Summarize by Aili

Gemma 2: Improving Open Language Models at a Practical Size

🌈 Abstract

The article introduces Gemma 2, a new addition to the Gemma family of lightweight, state-of-the-art open models, ranging in scale from 2 billion to 27 billion parameters. The key points are:

Gemma 2 applies several known technical modifications to the Transformer architecture, such as interleaving local-global attentions and group-query attention.
The 2B and 9B models are trained with knowledge distillation instead of next token prediction, resulting in better performance for their size.
The models deliver the best performance for their size, and even offer competitive alternatives to models that are 2-3 times larger.
All Gemma 2 models are released to the community.

🙋 Q&A

[01] Model Architecture

1. What are the key architectural differences between Gemma 1 and Gemma 2 models?

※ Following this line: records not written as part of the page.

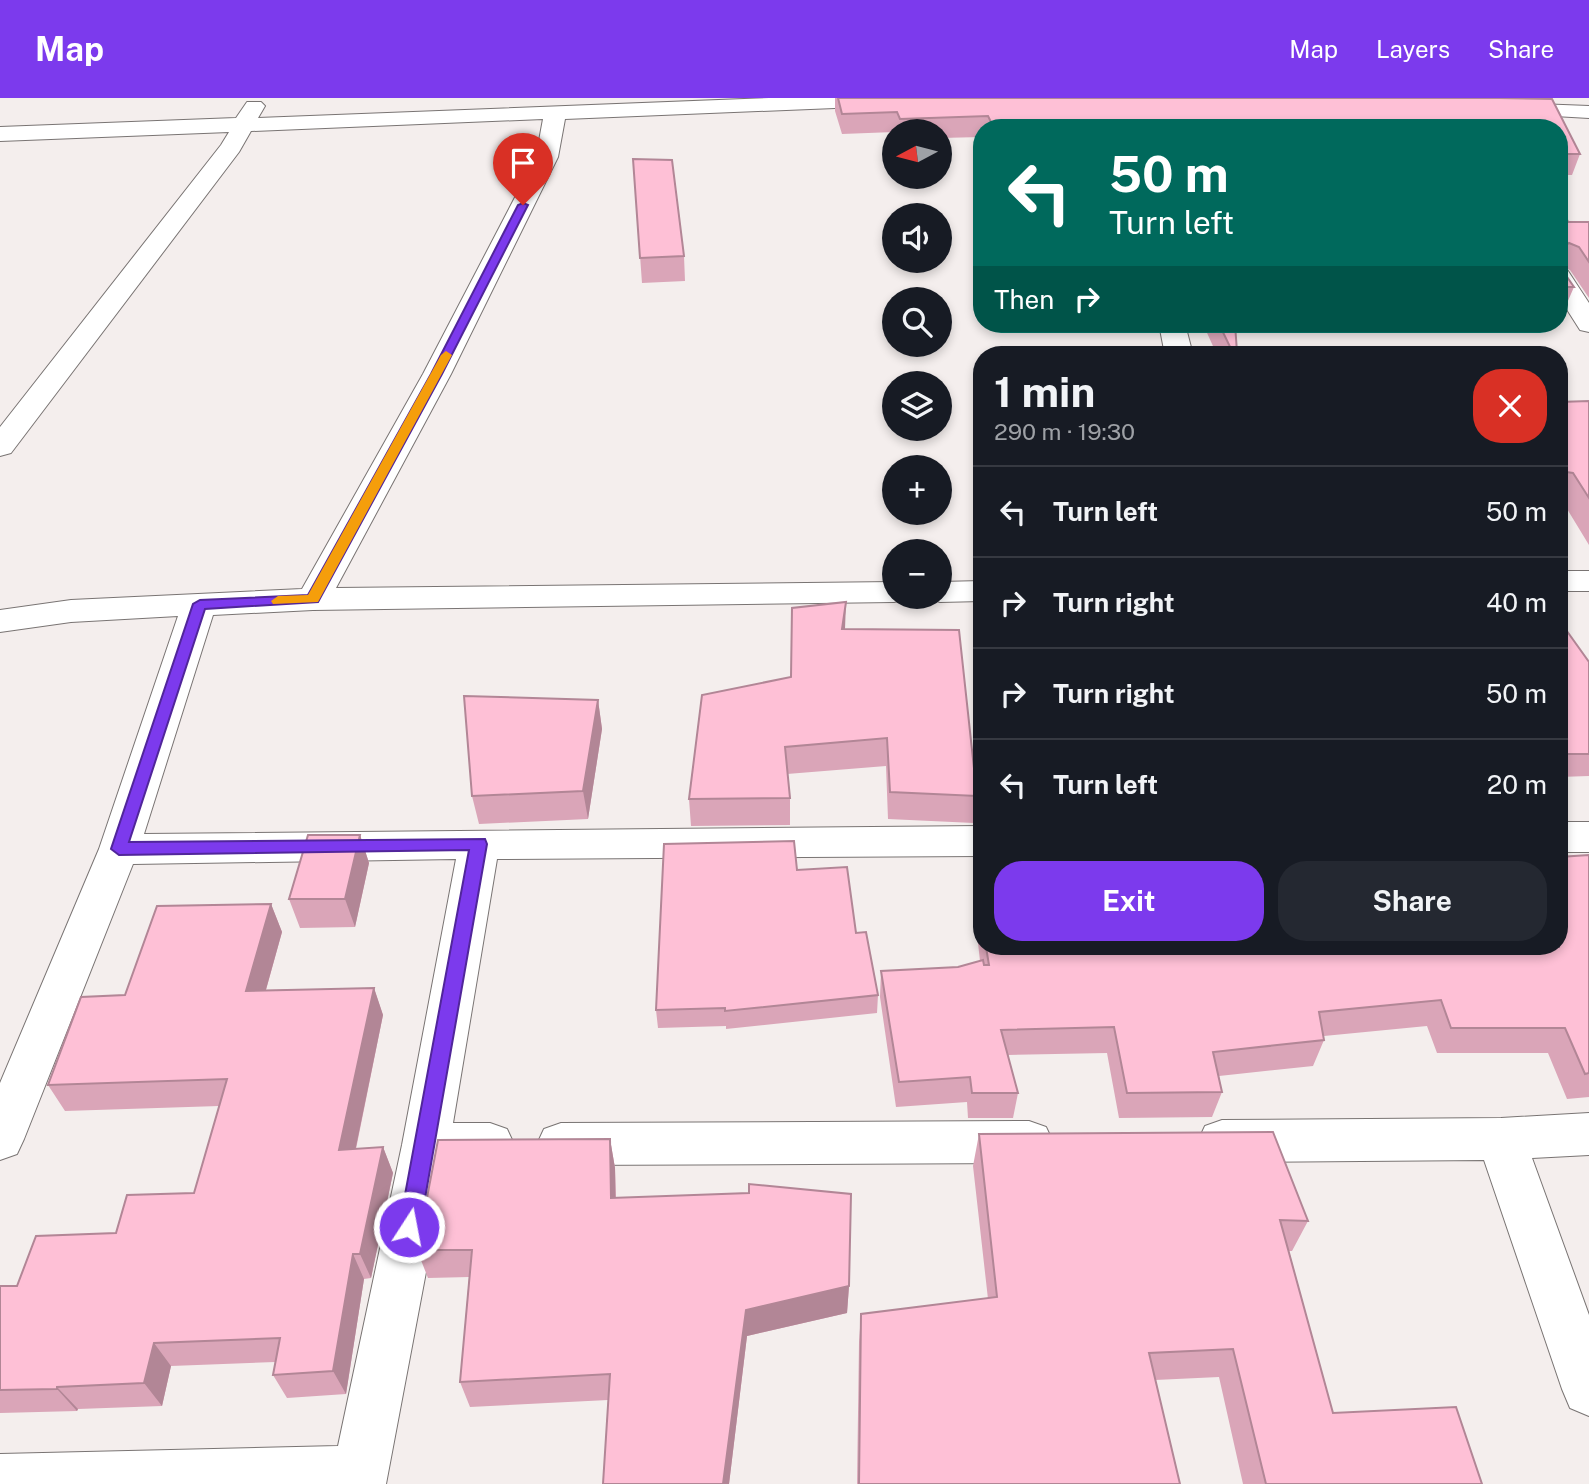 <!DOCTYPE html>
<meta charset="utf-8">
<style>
body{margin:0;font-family:"Public Sans",sans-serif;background:#242831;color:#f1f3f6;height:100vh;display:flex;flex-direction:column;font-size:26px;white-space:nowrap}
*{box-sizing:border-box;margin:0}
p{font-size:23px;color:#9ea1a6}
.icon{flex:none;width:38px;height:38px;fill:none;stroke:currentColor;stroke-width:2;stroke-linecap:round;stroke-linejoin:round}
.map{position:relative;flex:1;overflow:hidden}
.drawer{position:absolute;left:973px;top:248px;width:595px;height:609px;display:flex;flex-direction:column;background:#171b24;border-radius:28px;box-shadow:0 4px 10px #0003}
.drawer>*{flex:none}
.guide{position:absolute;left:973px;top:21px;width:595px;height:214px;border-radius:28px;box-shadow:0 4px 10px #0003;background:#00695c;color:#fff;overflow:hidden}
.needle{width:46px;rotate:263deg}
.tools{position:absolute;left:882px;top:21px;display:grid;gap:14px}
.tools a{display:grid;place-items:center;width:70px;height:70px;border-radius:50%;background:#171b24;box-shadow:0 4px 10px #0003;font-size:35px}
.pin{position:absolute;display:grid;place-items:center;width:60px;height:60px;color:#fff;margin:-72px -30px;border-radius:50% 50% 50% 0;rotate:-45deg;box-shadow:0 0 7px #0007}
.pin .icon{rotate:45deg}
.me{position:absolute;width:77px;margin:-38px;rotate:11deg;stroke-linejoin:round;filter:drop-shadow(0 0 5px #0008)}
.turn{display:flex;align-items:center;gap:24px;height:147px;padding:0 21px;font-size:32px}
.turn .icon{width:91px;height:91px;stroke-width:2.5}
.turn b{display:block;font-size:49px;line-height:60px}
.then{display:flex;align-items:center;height:66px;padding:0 21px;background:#0003;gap:14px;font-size:26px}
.round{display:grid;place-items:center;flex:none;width:74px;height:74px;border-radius:28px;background:#242831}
.summary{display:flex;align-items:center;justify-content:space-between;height:119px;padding:0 21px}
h1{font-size:42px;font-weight:700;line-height:52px}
.button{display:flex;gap:14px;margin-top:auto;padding:14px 21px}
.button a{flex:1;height:80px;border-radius:28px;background:#7c3aed;color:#fff;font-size:28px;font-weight:700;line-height:80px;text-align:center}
.button a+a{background:#242831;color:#f1f3f6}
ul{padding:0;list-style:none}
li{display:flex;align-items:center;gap:21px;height:91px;padding:0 21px;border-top:2px solid #363941}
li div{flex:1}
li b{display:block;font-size:26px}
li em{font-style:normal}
header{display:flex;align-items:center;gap:42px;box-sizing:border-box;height:98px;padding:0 35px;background:#7c3aed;color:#fff}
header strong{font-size:33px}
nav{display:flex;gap:38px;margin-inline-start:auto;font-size:24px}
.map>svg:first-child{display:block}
</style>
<header>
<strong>Map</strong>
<nav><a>Map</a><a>Layers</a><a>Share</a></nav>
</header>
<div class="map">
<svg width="1589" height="1386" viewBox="0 0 1589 1386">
<rect width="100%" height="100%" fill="#f4eeed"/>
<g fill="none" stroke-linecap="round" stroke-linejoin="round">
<defs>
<path id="street" d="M769 0H942L939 4 932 6 565 21 558 59 451 276 336 490 894 484V499H908L906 501 894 504 313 512 213 517 144 736 982 728V758L497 761 453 1025H490L507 1031 514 1046 507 1061 490 1067 446 1068 386 1386H0V1356L338 1348 402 1047 456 761 133 766 24 1041 17 1056 0 1062V985L99 751 178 518 71 524 0 534V512L71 502 302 491 423 276 536 59 543 21 251 33 239 54 11 355 0 358V329L221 47 229 34 0 43V29L236 20 247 4H261L265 8 258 20Z
M1507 5 1589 8V20L1500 15 1496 11 1500 7Z
M1559 170 1568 173 1589 205V234L1580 232 1559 199Z
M1159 226H1185L1193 257H1165Z
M1559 473H1589V493H1559Z
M982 483V503L940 504 926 499H940V484Z
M1559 724H1589V754H1559Z
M1589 1015V1057L1532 1060 1589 1217V1318L1570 1310 1562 1291 1484 1062 1222 1064 1205 1058 1198 1043 1205 1028 1222 1022 1501 1020Z
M1029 1023 1046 1029 1053 1044 1046 1059 1029 1065 561 1067 544 1061 537 1046 544 1031 561 1025Z"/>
</defs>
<use href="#street" stroke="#797473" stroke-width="2"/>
<use href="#street" fill="#fff" fill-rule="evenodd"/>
</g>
<path fill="#daa5b8" d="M835 0H1537L1580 56 1572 77H1559V30H982V39L940 40V33H894V34L842 36 835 13Z
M633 61 684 158 685 183 642 185Z
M1559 116 1568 124H1589V200L1570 172 1565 170V176L1574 189 1564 212H1559Z
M1203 226H1235L1236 257H1217Z
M1589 303V447L1561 401H1559V304Z
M1559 522 1589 564V678L1559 679Z
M845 531 977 698 974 725 888 721 886 668 787 676 790 700V727L691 728 689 701 791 579Z
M598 602 602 631 588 721 479 726 472 698Z
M360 737 369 765 355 829 300 830 289 801Z
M1589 757V999L1567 1001 1548 955H1437L1427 928 1324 938V942L1313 968 1219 978 1222 994 1212 1019 1119 1020 1107 955 1008 957 1018 995 1013 1020H968L967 1004 896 1009 880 899 881 873 958 869 980 863 977 836 981 810H982V849H1559Z
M797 772 856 835 878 897 877 915 726 931V928L658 930 656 912Z
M271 806 282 834 266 892 374 890 383 917 356 1051 383 1049 393 1075 371 1180 364 1181 346 1296 287 1300 273 1277 275 1264 171 1268 162 1308 78 1311 77 1313 0 1315V1188H17L116 1135 194 1095 219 1008 65 1013 48 987Z
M979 1036 1308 1123 1292 1153H1289L1333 1315 1482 1386H1243L1219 1279 1155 1282 1180 1386H857L859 1244 861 1216 988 1201 973 1068Z
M610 1041 615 1070 616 1100 849 1188 847 1215 747 1238 729 1386H603L608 1302 470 1309 460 1284 469 1179 428 1180 417 1152Z"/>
<path fill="#b28696" d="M846 504 845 531H842Z
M598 602 602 631 588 721 583 693Z
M360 737 369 765 355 829 345 801Z
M271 806 282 834 258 920 246 893Z
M374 890 383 917 350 1078 339 1052Z
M610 1041 615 1070 616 1128 611 1100Z
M383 1049 393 1075 371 1180 360 1156Z
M353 1156 364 1181 346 1296 333 1273Z
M849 1188 847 1215 747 1238 729 1386H723L746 1212Z
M154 1245 171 1268 162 1308 144 1285Z
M57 1289 78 1311 77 1313 57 1291Z"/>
<path fill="#fec0d6" stroke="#b28696" stroke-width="2" d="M838 0H1499L1552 1 1580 56H1559V30H994L988 18 900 21 897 14 842 16Z
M633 61 672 62 684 158 640 160Z
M1559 116 1565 117 1568 124H1589V164L1579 149 1569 145 1565 148V176L1574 189H1559Z
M1219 226H1235L1237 254 1233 255Z
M1589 303V400L1573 375 1559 373V304Z
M846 504 842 531 959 532 977 698 890 694 887 640 785 649 790 700 689 701 702 597 791 579 792 510Z
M1559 522 1589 564V656H1559Z
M464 598 598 602 583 693 472 698Z
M308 737H360L345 801H289Z
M794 743 797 772 847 769 856 835 866 834 878 897 725 913V910L656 912 664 746Z
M1589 757V975L1585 976 1565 930H1451L1441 902 1319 914 1324 942 1213 954 1222 994 1127 995 1114 929 1001 932 1018 995H972L970 979 899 984 881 873 958 869 983 862 984 867H989L986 849H1559V759Z
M271 806 246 893 374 890 339 1052 383 1049 360 1156H353L333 1273 273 1277 280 1240 154 1245 144 1285 57 1289V1291L0 1292V1188H17L36 1138 116 1135 127 1097 194 1095 227 981 48 987 81 899 125 897 157 808Z
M1273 1034 1308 1123 1280 1122 1333 1315 1456 1309 1482 1386H1266L1233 1251 1149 1255 1180 1386H859L861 1216 997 1199 979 1036Z
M610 1041 611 1100 749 1095V1086L851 1096 849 1188 746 1212 723 1386H603L610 1276 460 1284 472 1152H417L438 1042Z"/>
<path fill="#7c3aed" stroke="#51269a" stroke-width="2" d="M523 105 528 107 442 276 318 504 205 511 129 744 485 741 487 746 420 1129 417 1135 409 1138 402 1135 399 1129 469 752 119 757 111 751 193 506 200 502 308 497 431 276 518 107Z"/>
<path fill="#f59e0b" d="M446 253 452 257 318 504 273 506 271 503 278 498 308 497 441 257Z"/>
</svg>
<div class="tools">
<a><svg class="needle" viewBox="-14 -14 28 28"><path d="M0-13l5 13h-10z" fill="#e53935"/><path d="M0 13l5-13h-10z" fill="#9ea1a6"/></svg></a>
<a><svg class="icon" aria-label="sound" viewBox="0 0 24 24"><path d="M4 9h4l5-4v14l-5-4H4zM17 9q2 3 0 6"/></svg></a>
<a><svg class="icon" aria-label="search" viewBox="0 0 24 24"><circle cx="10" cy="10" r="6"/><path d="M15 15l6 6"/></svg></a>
<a><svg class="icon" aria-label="layers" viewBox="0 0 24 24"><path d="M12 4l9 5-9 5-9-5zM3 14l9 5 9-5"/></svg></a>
<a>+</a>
<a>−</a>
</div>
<div class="pin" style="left:523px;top:107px;background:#d93025"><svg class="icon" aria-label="arrive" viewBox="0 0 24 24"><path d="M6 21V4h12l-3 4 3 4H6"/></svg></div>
<svg class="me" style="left:409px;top:1129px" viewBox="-20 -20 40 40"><circle r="17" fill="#7c3aed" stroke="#fff" stroke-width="3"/><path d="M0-11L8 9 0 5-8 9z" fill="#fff"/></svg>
<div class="guide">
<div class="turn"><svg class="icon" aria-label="left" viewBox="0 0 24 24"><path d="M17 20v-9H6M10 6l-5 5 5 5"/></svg><div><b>50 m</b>Turn left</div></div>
<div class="then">Then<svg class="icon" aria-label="right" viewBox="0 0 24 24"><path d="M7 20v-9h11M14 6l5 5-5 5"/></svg></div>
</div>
<section class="drawer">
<div class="summary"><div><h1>1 min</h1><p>290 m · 19:30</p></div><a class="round" style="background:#d93025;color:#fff"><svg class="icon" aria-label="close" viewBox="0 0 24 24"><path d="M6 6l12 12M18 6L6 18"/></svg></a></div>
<ul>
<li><svg class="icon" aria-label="left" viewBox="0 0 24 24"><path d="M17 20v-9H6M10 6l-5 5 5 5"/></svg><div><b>Turn left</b></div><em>50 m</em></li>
<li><svg class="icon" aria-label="right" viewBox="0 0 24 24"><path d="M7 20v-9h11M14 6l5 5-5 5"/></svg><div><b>Turn right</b></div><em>40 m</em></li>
<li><svg class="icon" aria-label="right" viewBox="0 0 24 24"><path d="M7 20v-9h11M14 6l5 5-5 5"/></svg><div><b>Turn right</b></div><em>50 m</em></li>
<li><svg class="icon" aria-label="left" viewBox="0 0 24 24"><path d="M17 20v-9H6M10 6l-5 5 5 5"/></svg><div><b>Turn left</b></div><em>20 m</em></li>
</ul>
<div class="button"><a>Exit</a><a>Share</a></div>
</section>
</div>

Gemma 2 uses deeper networks compared to Gemma 1.
Gemma 2 alternates between local sliding window attention and global attention in every other layer.
Gemma 2 uses logit soft-capping, post-norm and pre-norm with RMSNorm, and Grouped-Query Attention (GQA).

2. What are the key parameter settings for the Gemma 2 models?

The 2B model has 2,024,517,888 non-embedding parameters, the 9B model has 8,324,201,984, and the 27B model has 26,047,480,320.
All models use a context length of 8192 tokens, Rotary Position Embeddings (RoPE), and the approximated GeGLU non-linearity.

[02] Pre-training

1. What are the key differences in the pre-training data and infrastructure used for Gemma 2 compared to Gemma 1?

Gemma 2 is trained on 13 trillion tokens for the 27B model, 8 trillion for the 9B model, and 2 trillion for the 2B model.
The models are trained on TPUv4, TPUv5e, and TPUv5p with data replication and model sharding.
Knowledge distillation is used to train the 2B and 9B models, with the 27B model trained from scratch.

2. How does the carbon footprint of Gemma 2 pre-training compare to Gemma 1?

The carbon emissions from pre-training the Gemma 2 models are estimated to be similar to Gemma 1, as Google data centers are carbon neutral.

[03] Post-training

1. What are the key differences in the post-training process for Gemma 2 compared to Gemma 1?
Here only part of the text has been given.